Why LD_LIBRARY_PATH is bad


By David Barr.
Background
This is one system administrator's point of view why LD_LIBRARY_PATH, as frequently used, is bad. This is written from a SunOS 4.x/5.x (and to some extent Linux) point of view, but this also applies to most other UNIXes.
What LD_LIBRARY_PATH does
LD_LIBRARY_PATH is an environment variable you set to give the run-time shared library loader (ld.so) an extra set of directories to look for when searching for shared libraries. Multiple directories can be listed, separated with a colon (:). This list is prepended to the existing list of compiled-in loader paths for a given executable, and any system default loader paths.
For security reasons, LD_LIBRARY_PATH is ignored at runtime for executables that have their setuid or setgid bit set.
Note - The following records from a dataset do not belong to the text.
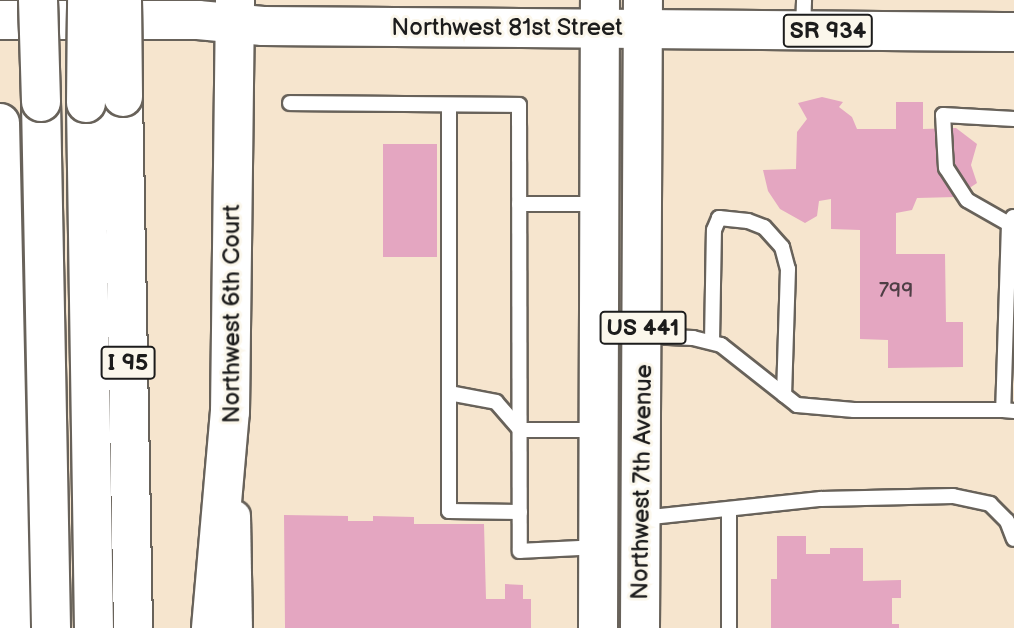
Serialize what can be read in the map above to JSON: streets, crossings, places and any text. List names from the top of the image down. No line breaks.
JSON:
{"streets":{"main road":["Northwest 81st Street","SR 934","Northwest 6th Court","US 441","I 95","Northwest 7th Avenue"]},"crossings":[["Northwest 81st Street","Northwest 6th Court"],["Northwest 81st Street","Northwest 7th Avenue"]],"house_numbers":["799"]}
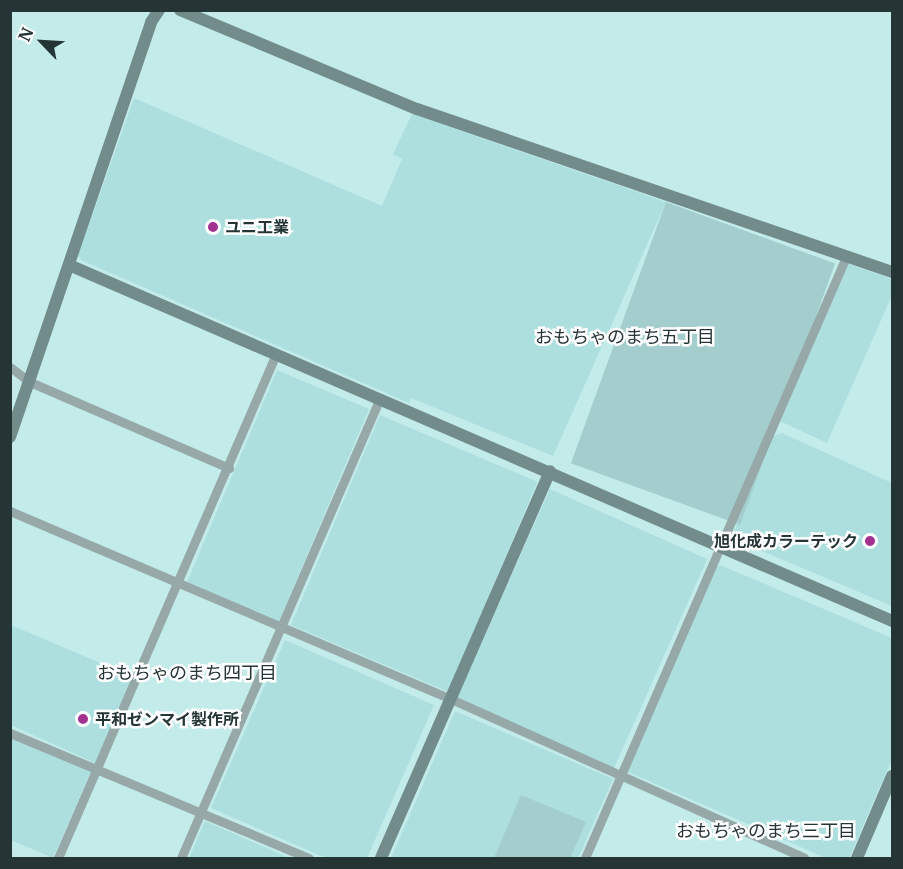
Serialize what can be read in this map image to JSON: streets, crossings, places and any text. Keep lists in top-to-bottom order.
{
  "districts": ["おもちゃのまち五丁目", "おもちゃのまち四丁目", "おもちゃのまち三丁目"],
  "places": ["ユニ工業", "旭化成カラーテック", "平和ゼンマイ製作所"],
  "north": "top left"
}
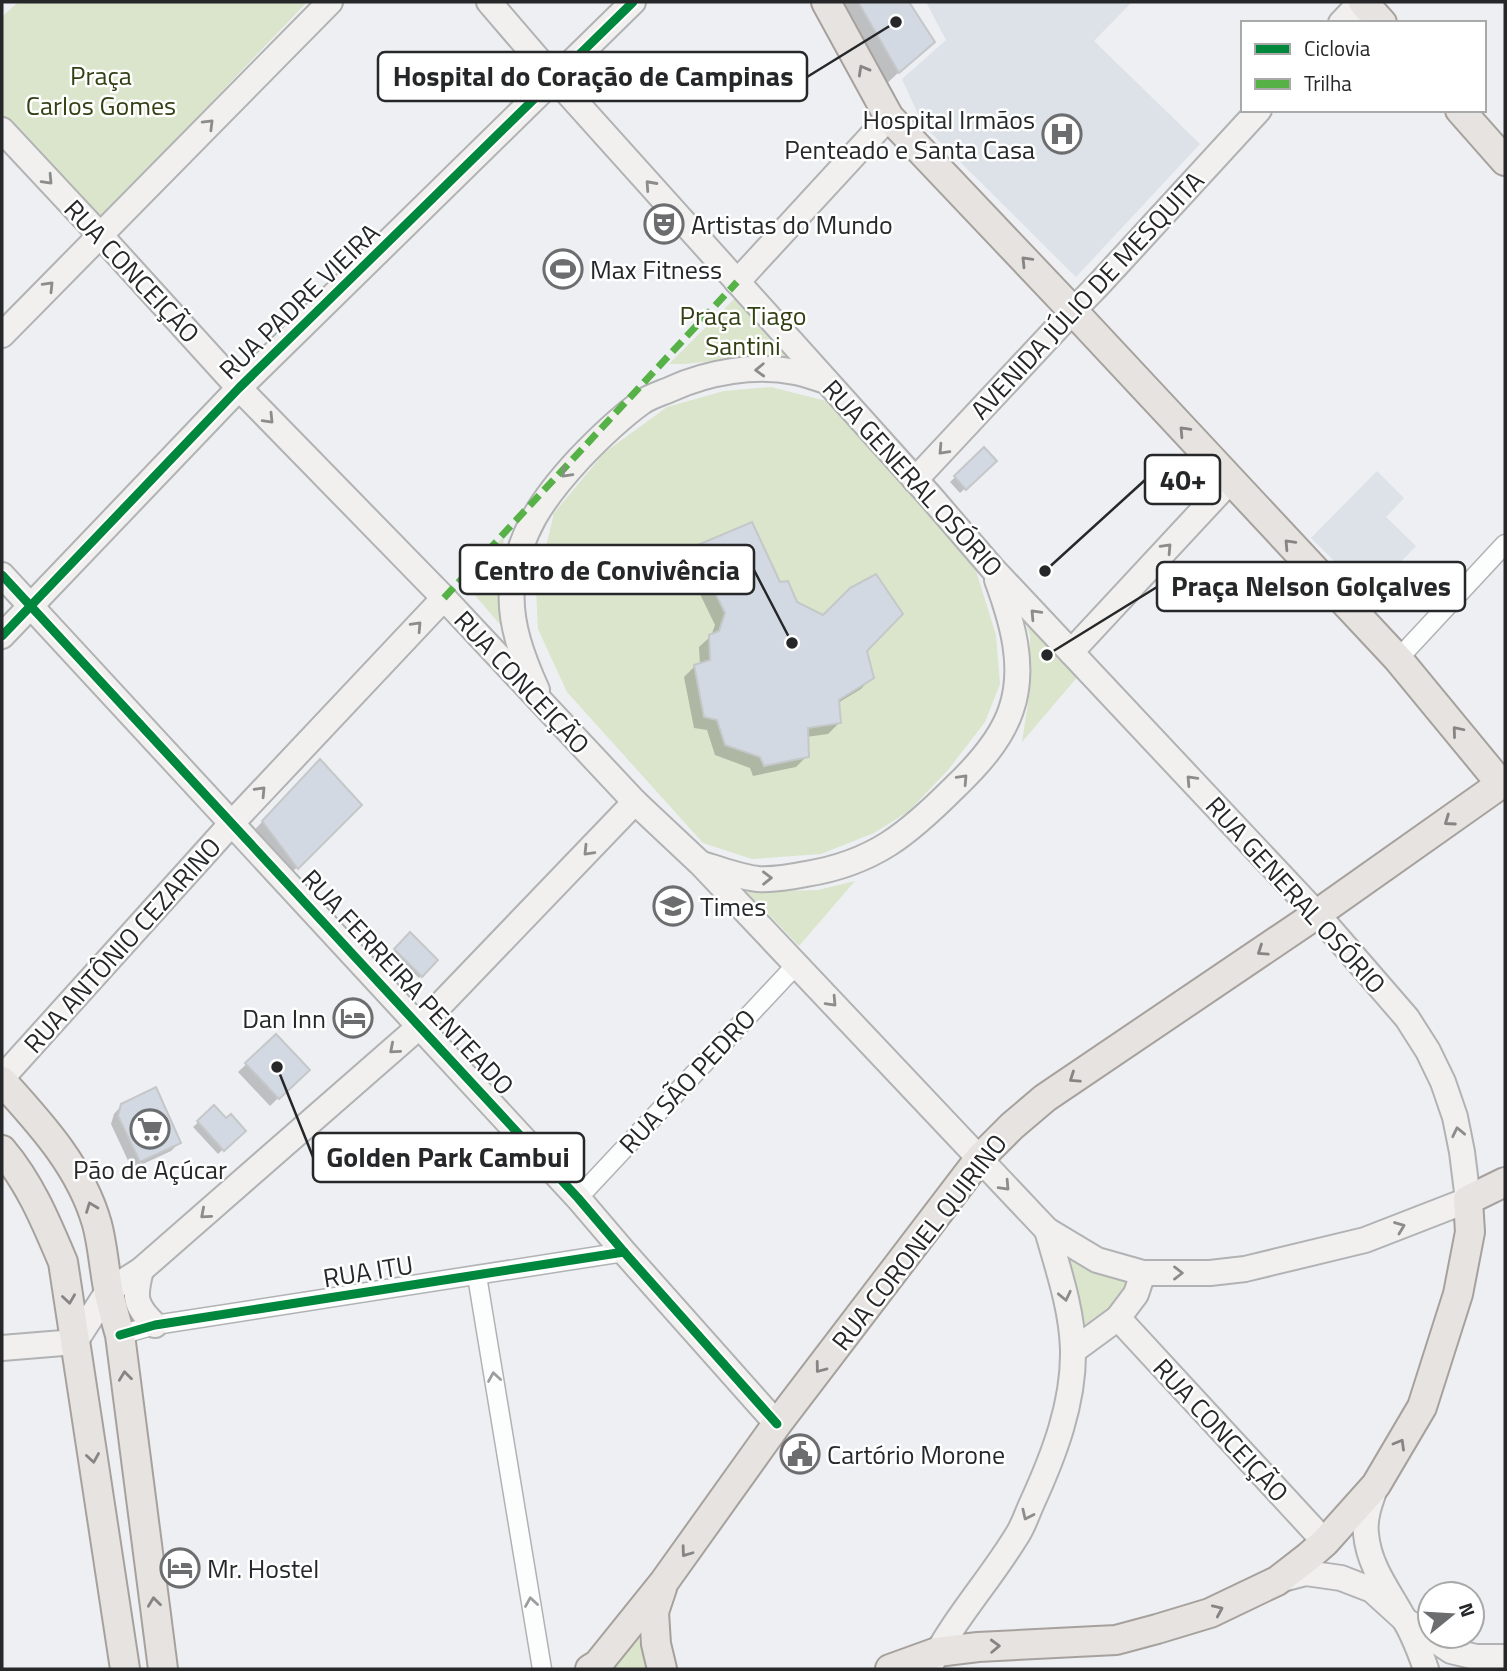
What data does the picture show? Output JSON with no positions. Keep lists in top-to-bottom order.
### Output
{
  "streets": {
    "main road": [
      "RUA CONCEIÇÃO",
      "AVENIDA JÚLIO DE MESQUITA",
      "RUA PADRE VIEIRA",
      "RUA GENERAL OSÓRIO",
      "RUA ANTÔNIO CEZARINO",
      "RUA FERREIRA PENTEADO",
      "RUA CORONEL QUIRINO"
    ],
    "street": ["RUA SÃO PEDRO", "RUA ITU"]
  },
  "crossings": [
    ["RUA CONCEIÇÃO", "RUA PADRE VIEIRA"],
    ["RUA CONCEIÇÃO", "RUA GENERAL OSÓRIO"],
    ["RUA CONCEIÇÃO", "RUA ANTÔNIO CEZARINO"],
    ["RUA CONCEIÇÃO", "RUA SÃO PEDRO"],
    ["RUA CONCEIÇÃO", "RUA CORONEL QUIRINO"],
    ["AVENIDA JÚLIO DE MESQUITA", "RUA GENERAL OSÓRIO"],
    ["RUA PADRE VIEIRA", "RUA GENERAL OSÓRIO"],
    ["RUA PADRE VIEIRA", "RUA FERREIRA PENTEADO"],
    ["RUA GENERAL OSÓRIO", "RUA CORONEL QUIRINO"],
    ["RUA ANTÔNIO CEZARINO", "RUA FERREIRA PENTEADO"],
    ["RUA FERREIRA PENTEADO", "RUA SÃO PEDRO"],
    ["RUA FERREIRA PENTEADO", "RUA CORONEL QUIRINO"],
    ["RUA FERREIRA PENTEADO", "RUA ITU"]
  ],
  "one_way": [
    "RUA CONCEIÇÃO",
    "AVENIDA JÚLIO DE MESQUITA",
    "RUA ANTÔNIO CEZARINO",
    "RUA CORONEL QUIRINO"
  ],
  "parks": ["Praça Carlos Gomes", "Praça Tiago Santini"],
  "places": {
    "other": [
      "Hospital do Coração de Campinas",
      "40+",
      "Centro de Convivência",
      "Praça Nelson Golçalves",
      "Golden Park Cambui"
    ],
    "hospital": ["Hospital Irmãos Penteado e Santa Casa"],
    "theatre": ["Artistas do Mundo"],
    "sports": ["Max Fitness"],
    "school or university": ["Times"],
    "hotel": ["Dan Inn", "Mr. Hostel"],
    "supermarket": ["Pão de Açúcar"],
    "public building": ["Cartório Morone"]
  },
  "legend": ["Ciclovia", "Trilha"],
  "north": "right"
}
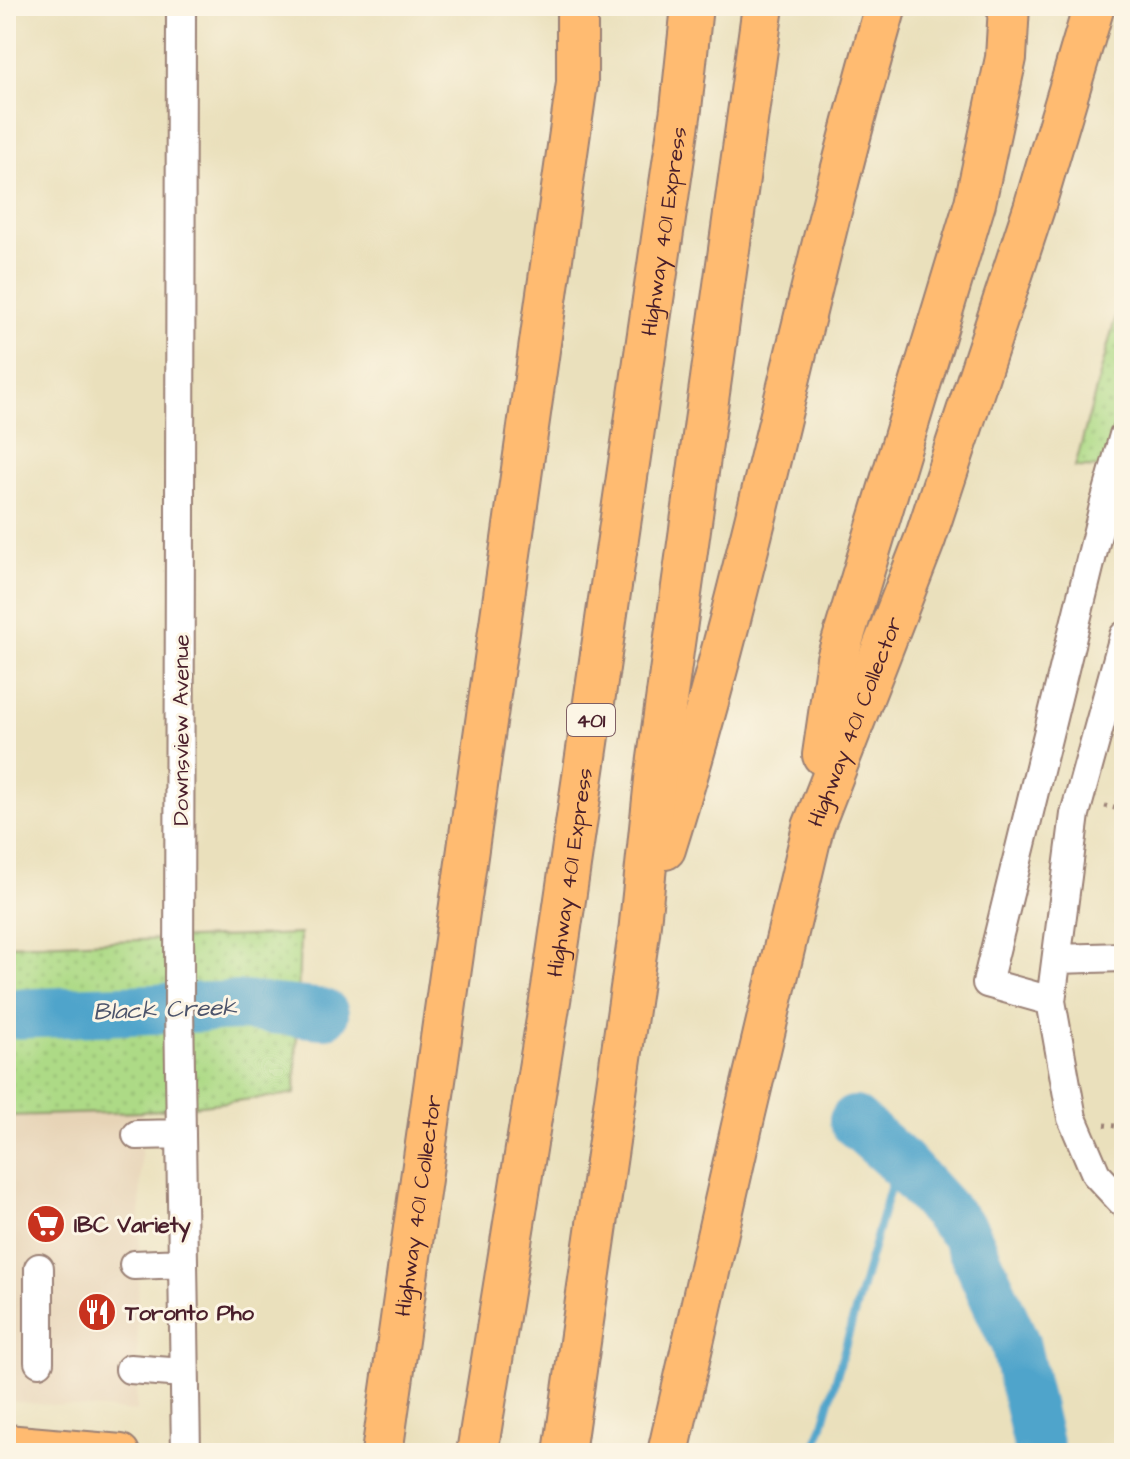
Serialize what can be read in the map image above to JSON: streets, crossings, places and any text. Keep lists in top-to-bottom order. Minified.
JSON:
{"streets":{"highway":["Highway 401 Express","401","Highway 401 Collector"],"street":["Downsview Avenue"]},"water":["Black Creek"],"places":{"supermarket":["IBC Variety"],"restaurant":["Toronto Pho"]}}
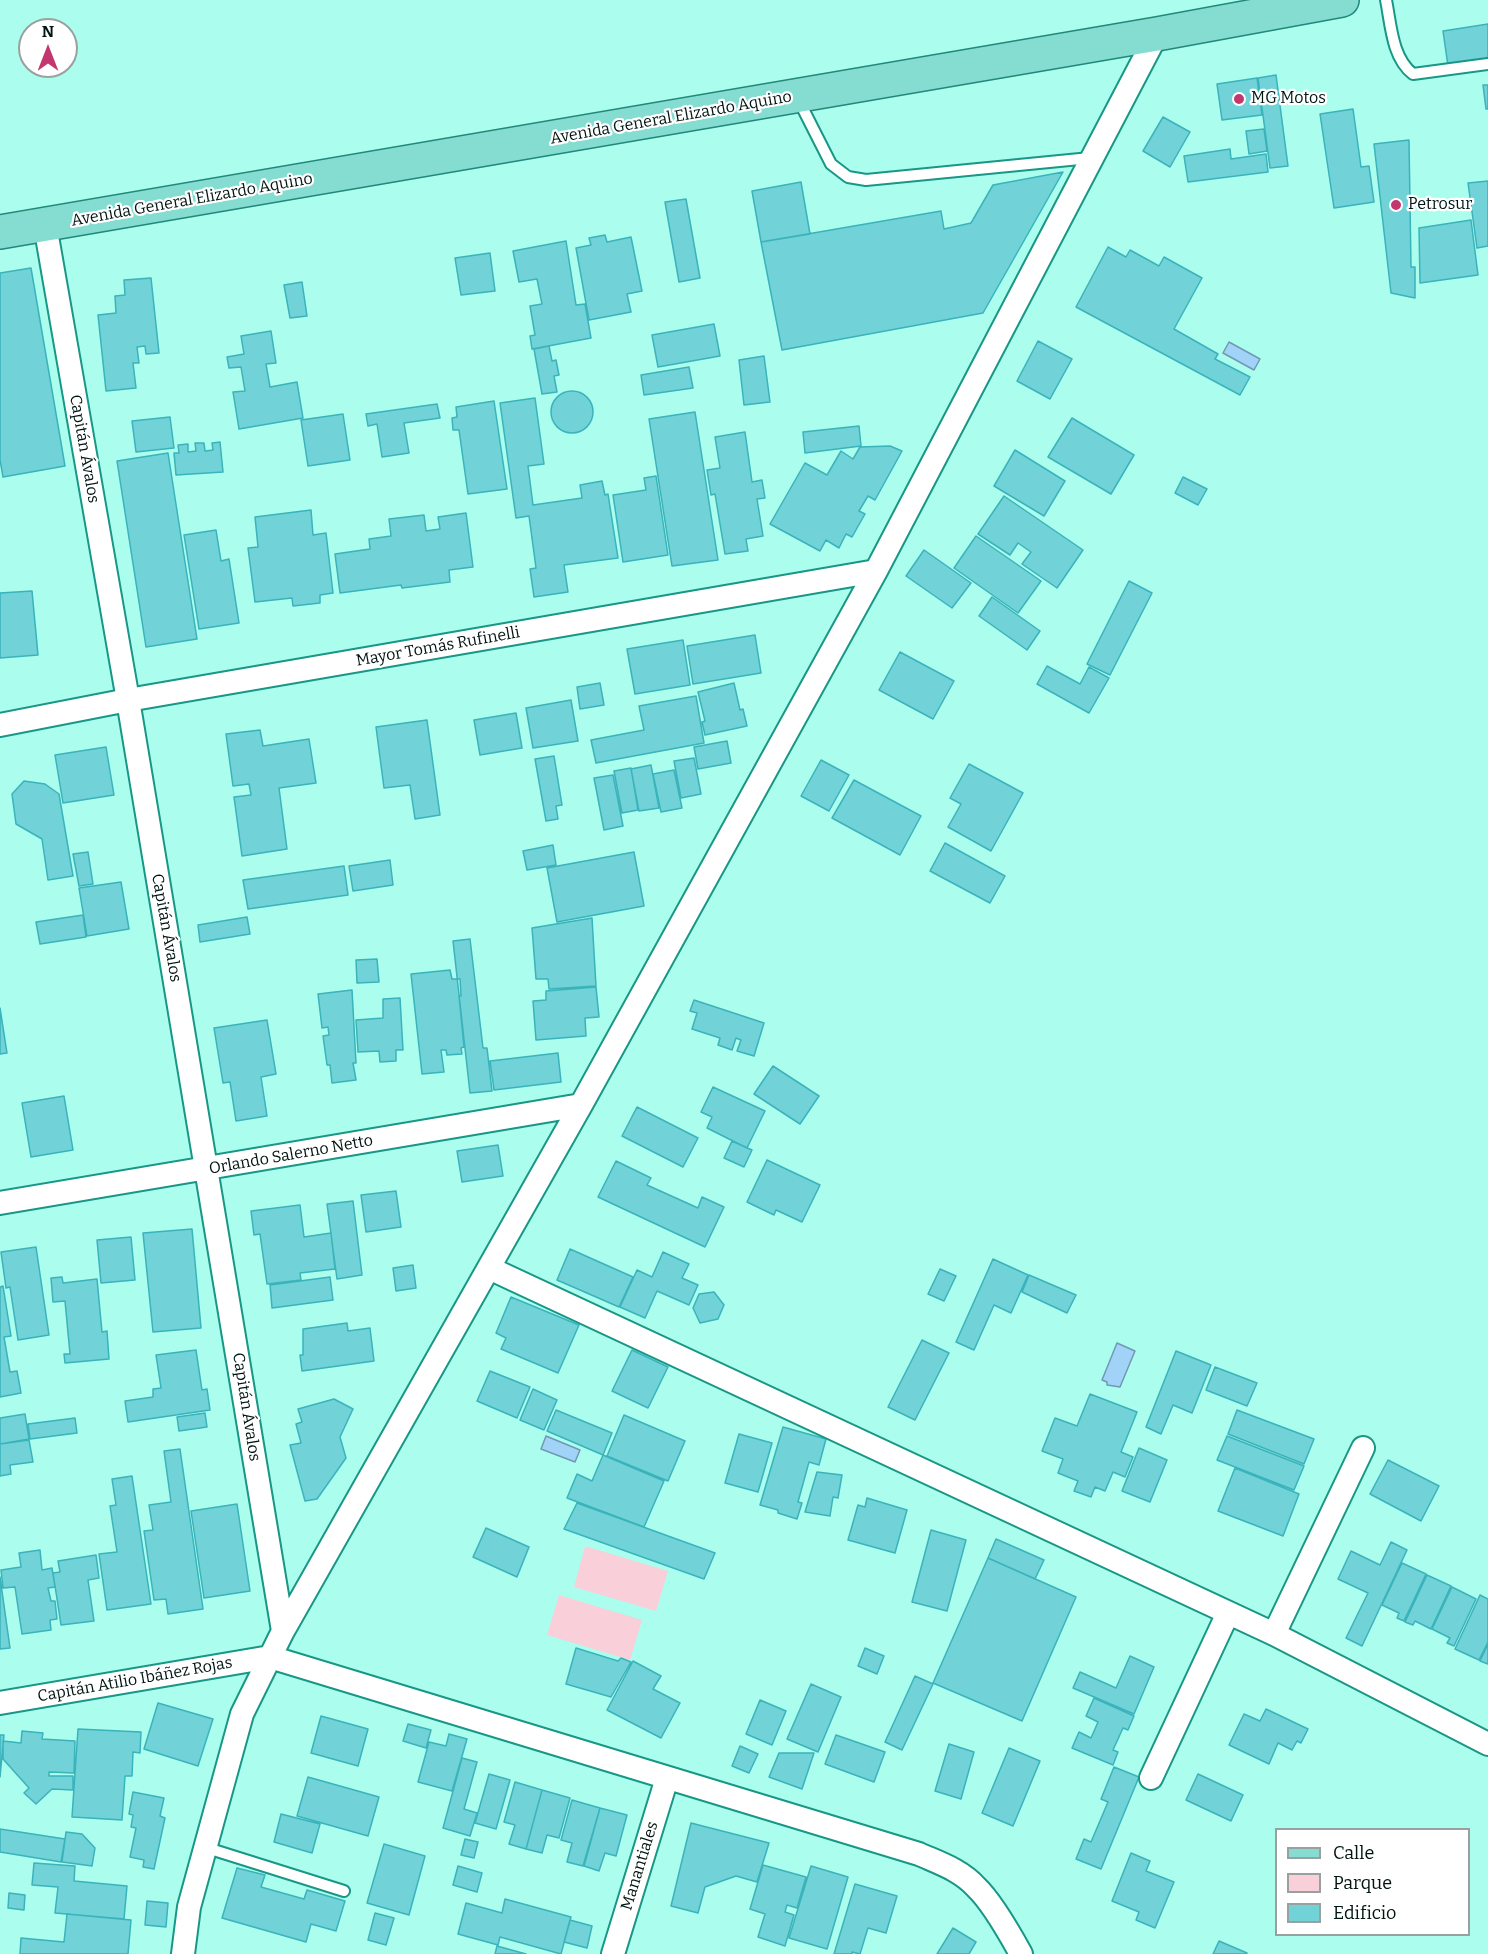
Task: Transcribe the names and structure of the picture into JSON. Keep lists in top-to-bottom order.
{
  "streets": {
    "main road": ["Avenida General Elizardo Aquino"],
    "street": [
      "Capitán Ávalos",
      "Mayor Tomás Rufinelli",
      "Orlando Salerno Netto",
      "Capitán Atilio Ibáñez Rojas",
      "Manantiales"
    ]
  },
  "crossings": [
    ["Avenida General Elizardo Aquino", "Capitán Ávalos"],
    ["Capitán Ávalos", "Mayor Tomás Rufinelli"],
    ["Capitán Ávalos", "Orlando Salerno Netto"]
  ],
  "places": ["MG Motos", "Petrosur"],
  "legend": ["Calle", "Parque", "Edificio"],
  "north": "top"
}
This severely limits the usefulness of LD_LIBRARY_PATH.
Why was it invented?
There were a couple good reasons why it was invented:
To test out new library routines against an already compiled binary (for either backward compatibility or for new feature testing).
To have a short term way out in case you wanted to move a set of shared libraries to another location.
As an often unwanted side effect, LD_LIBRARY_PATH will also be searched at link (ld) stage after directories specified with -L (also if no -L flag is given).
Some good examples of how LD_LIBRARY_PATH is used:
When upgrading shared libraries, you can test out a library before replacing it.
In a similar vein, in case your upgrade program depends on shared libraries and may freak out if you replace a shared library out from under it, you can use LD_LIBRARY_PATH to point to a directory with copy of a shared libraries and then you can replace the system copy without worry. You can even undo things should things fail by moving the copy back.
X11 uses LD_LIBRARY_PATH during its build process. X11 distributes its fonts in “bdf” format, and during the build process it needs to “compile” the bdf files into “pcf” files. LD_LIBRARY_PATH is used to point the the build lib directory so it can run bdftopcf during the build stage before the shared libraries are installed.
Perl can be installed with most of its core code as a shared library. This is handy if you embed Perl in other programs -- you can compile them so they use the shared library and so you'll save memory at run time. However Perl uses Perl scripts at various points in the build and install process. The 'perl' binary won't run until its shared libraries are installed, unless LD_LIBRARY_PATH is used to bootstrap the process.
How has it been corrupted?
Too often people use it as a crutch for not doing the right thing (i.e. relying on the compiled in path). Often programs (even commercial ones) are compiled without any run-time loader paths at all, forcing you to have LD_LIBRARY_PATH set or else the program won't run.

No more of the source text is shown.